Figure 6: Manual Gating Overlay on optSNE. Overlay of manual population gating on optSNE – total Leukocyte population from the same sample unmixed with either LSM (left) or Poisson (right) unmixing. optSNEs were generated on each file separately.

Manual Gating Overlay on optSNE 

Discussion and Conclusion

OMIP-104 serves as a robust tool for analyzing immune cell subsets in mouse metabolic organs and can be easily adapted for studying various tissues or specific leukocyte subsets.

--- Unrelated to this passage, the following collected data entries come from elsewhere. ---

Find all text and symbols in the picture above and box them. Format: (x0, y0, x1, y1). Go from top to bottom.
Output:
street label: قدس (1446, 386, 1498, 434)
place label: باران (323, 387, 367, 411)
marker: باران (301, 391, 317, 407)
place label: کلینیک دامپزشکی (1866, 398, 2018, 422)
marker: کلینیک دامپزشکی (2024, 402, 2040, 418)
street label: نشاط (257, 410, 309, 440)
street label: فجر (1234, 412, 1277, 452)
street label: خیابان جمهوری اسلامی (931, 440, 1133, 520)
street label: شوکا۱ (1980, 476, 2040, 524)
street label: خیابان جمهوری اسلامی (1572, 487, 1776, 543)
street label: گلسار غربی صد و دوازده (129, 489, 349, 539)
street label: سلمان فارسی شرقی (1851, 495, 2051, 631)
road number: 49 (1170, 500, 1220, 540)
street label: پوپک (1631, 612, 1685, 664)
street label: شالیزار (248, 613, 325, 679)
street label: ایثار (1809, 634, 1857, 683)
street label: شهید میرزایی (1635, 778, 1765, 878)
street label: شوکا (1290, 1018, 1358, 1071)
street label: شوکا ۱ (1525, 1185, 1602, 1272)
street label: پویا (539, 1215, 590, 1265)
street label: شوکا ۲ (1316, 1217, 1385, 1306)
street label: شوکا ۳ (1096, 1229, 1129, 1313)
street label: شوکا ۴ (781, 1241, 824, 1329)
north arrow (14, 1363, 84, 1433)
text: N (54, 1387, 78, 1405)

The panel transitions seamlessly to the CytoFLEX mosaic Spectral Detection Module, where we have successfully identified all key leukocyte populations and their subsets, as demonstrated in Figure 3. Since this panel was not initially designed for the CytoFLEX mosaic Spectral Detection Module, titration and optimization of experimental settings could further enhance its performance. For example, no fluorochromes designed for the 808 nm near-infrared laser were included in the current panel. These fluorochromes offer an easy solution to expand the panel or replace fluorochromes that result in spread errors. This establishes a reliable foundation for users to confidently apply antibody panels from other instruments onto the CytoFLEX mosaic Spectral Detection Module.

Abbreviations

Abbreviation Full Form
APC Allophycocyanin
BUV Brilliant Ultraviolet
BV Brilliant Violet
Cy Cyanine
FITC Fluorescein isothiocyanate
IR Infrared
ILCs Innate Lymphoid Cells
Mph Macrophages
NIR Near-Infrared
NK Natural Killer
PE Phycoerythrin
PN Part Number
QC Quality Control
TIM4 T-cell Immunoglobulin and Mucin domain-containing protein 4
TREM2 Triggering Receptor Expressed on Myeloid cells 2
XCR1 X-C Motif Chemokine Receptor 1

References

  1. Lambooij JM, Tak T, Zaldumbide A, Guigas B. OMIP-104: A 30-color spectral flow cytometry panel for comprehensive analysis of immune cell composition and macrophage subsets in mouse metabolic organs. Cytometry. 2024;105(7):493–500.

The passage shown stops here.